L’ha stabilito la Corte dei conti, che ha ritenuto il militare responsabile di avere provocato un danno all’immagine dell’amministrazione. La Procura gli contestava anche un danno da disservizio che, però, non è stato riconosciuto.
IL PROCESSO
All’epoca il finanziere - che è già stato sottoposto a procedimento disciplinare concluso con la rimozione dei gradi - era in servizio al Comando di Aprilia.

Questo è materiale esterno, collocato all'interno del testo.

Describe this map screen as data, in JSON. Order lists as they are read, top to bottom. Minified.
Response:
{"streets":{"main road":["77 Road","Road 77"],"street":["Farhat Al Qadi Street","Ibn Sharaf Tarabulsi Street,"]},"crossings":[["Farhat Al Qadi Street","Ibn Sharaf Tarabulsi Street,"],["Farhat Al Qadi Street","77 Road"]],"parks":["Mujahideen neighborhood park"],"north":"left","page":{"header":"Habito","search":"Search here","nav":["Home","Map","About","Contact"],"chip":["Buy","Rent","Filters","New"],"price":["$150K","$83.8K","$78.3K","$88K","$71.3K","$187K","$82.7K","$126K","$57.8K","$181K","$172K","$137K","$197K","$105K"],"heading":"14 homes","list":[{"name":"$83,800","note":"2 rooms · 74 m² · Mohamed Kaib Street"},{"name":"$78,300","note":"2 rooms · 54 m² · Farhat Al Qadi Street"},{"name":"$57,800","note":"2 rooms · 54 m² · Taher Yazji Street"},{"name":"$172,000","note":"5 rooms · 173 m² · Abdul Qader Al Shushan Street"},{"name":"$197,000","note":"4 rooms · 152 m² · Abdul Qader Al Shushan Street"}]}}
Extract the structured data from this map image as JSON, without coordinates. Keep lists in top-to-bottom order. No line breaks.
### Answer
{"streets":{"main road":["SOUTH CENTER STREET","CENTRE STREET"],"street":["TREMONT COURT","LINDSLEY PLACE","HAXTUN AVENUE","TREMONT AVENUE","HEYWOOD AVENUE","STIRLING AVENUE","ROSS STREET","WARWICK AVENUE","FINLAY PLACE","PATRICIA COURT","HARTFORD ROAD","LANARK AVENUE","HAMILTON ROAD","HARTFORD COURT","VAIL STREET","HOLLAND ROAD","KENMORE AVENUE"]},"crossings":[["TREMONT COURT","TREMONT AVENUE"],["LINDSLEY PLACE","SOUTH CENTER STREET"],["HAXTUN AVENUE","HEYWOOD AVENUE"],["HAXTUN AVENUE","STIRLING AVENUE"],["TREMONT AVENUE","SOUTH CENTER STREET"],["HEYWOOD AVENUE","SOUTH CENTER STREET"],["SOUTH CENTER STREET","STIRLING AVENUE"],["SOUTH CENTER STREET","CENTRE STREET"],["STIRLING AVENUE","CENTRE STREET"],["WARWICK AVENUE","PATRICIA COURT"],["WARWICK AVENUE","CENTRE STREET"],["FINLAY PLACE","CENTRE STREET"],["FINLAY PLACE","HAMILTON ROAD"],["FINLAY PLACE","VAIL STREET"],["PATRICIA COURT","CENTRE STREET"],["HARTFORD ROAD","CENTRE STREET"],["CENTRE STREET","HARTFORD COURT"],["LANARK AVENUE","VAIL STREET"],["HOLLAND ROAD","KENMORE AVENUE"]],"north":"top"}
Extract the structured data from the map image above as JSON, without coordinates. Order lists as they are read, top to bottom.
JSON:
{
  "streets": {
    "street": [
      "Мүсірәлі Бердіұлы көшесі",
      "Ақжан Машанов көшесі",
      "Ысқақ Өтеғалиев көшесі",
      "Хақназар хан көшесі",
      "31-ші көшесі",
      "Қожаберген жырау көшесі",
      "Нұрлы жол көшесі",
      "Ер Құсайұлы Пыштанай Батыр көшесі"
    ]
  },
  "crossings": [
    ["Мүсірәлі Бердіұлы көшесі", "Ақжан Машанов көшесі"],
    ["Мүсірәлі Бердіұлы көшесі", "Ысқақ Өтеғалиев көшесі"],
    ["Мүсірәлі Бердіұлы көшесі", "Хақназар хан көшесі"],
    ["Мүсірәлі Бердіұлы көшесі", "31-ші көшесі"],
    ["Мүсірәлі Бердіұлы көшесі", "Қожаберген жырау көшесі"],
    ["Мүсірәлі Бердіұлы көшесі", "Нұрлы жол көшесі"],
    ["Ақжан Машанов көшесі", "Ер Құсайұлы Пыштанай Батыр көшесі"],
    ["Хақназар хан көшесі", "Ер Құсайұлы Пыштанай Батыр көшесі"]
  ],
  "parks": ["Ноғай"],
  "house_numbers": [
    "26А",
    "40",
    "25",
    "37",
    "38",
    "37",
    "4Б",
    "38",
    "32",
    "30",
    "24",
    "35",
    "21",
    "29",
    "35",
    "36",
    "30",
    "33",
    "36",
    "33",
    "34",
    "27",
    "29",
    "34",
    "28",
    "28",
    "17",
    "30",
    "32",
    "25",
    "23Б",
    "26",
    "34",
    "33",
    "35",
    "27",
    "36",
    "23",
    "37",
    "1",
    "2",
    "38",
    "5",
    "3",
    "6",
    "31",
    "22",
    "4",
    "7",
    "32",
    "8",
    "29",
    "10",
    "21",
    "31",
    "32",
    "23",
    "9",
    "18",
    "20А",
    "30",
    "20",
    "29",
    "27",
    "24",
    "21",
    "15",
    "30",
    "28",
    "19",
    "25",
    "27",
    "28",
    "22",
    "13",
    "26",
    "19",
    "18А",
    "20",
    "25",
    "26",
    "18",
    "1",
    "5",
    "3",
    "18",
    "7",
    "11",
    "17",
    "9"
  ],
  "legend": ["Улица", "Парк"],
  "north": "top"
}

Per finanziare il sistema venivano usati crediti Iva derivati da fatture passive fittizie. In sostanza, le cooperative vivevano il tempo necessario per evadere il fisco. Per l’accusa, il militare avrebbe rivelato «notizie e informazioni sulle verifiche e sui controlli fiscali nel settore tributario», per evitare che «gli illeciti perpetrati dalle società di comodo venissero allo scoperto», viene spiegato nelle motivazioni. Avrebbe quindi ricevuto «denaro, regali e altre utilità» dando in cambio «informazioni sull’attività in corso nei confronti delle cooperative indagate, compiendo atti contrari ai doveri di ufficio». E avrebbe addirittura suggerito «le risposte da fornire in sede di verifiche fiscali». Nello specifico, il finanziere avrebbe ricevuto un cellulare, buoni benzina del valore di 500 euro, dei cesti natalizi e anche la somma di 20mila euro. A incastrarlo, oltre alle dichiarazioni di altri imputati - che lo hanno descritto come uno dei pubblici ufficiali a libro paga del gruppo -, ci sono anche intercettazioni e video effettuati durante servizi di appostamento e pedinamento.
IL LAVORO
La Procura contestava al miliare pure un danno da disservizio da 11.153 euro, pari al 20 per cento delle retribuzioni percepite durante il periodo coperto dalle indagini. Secondo i magistrati, infatti, avrebbe impiegato «energie lavorative per conseguire interessi privati propri e di terzi, al fine di trarne lucro personale». Una circostanza che, secondo il giudice, non è stata provata dalle indagini e dal processo, visto che «le competenze svolte nell’ambito del suo ufficio non gli avrebbero consentito un diretto coinvolgimento nella gestione delle verifiche fiscali delle cooperative, condizionandone gli esiti».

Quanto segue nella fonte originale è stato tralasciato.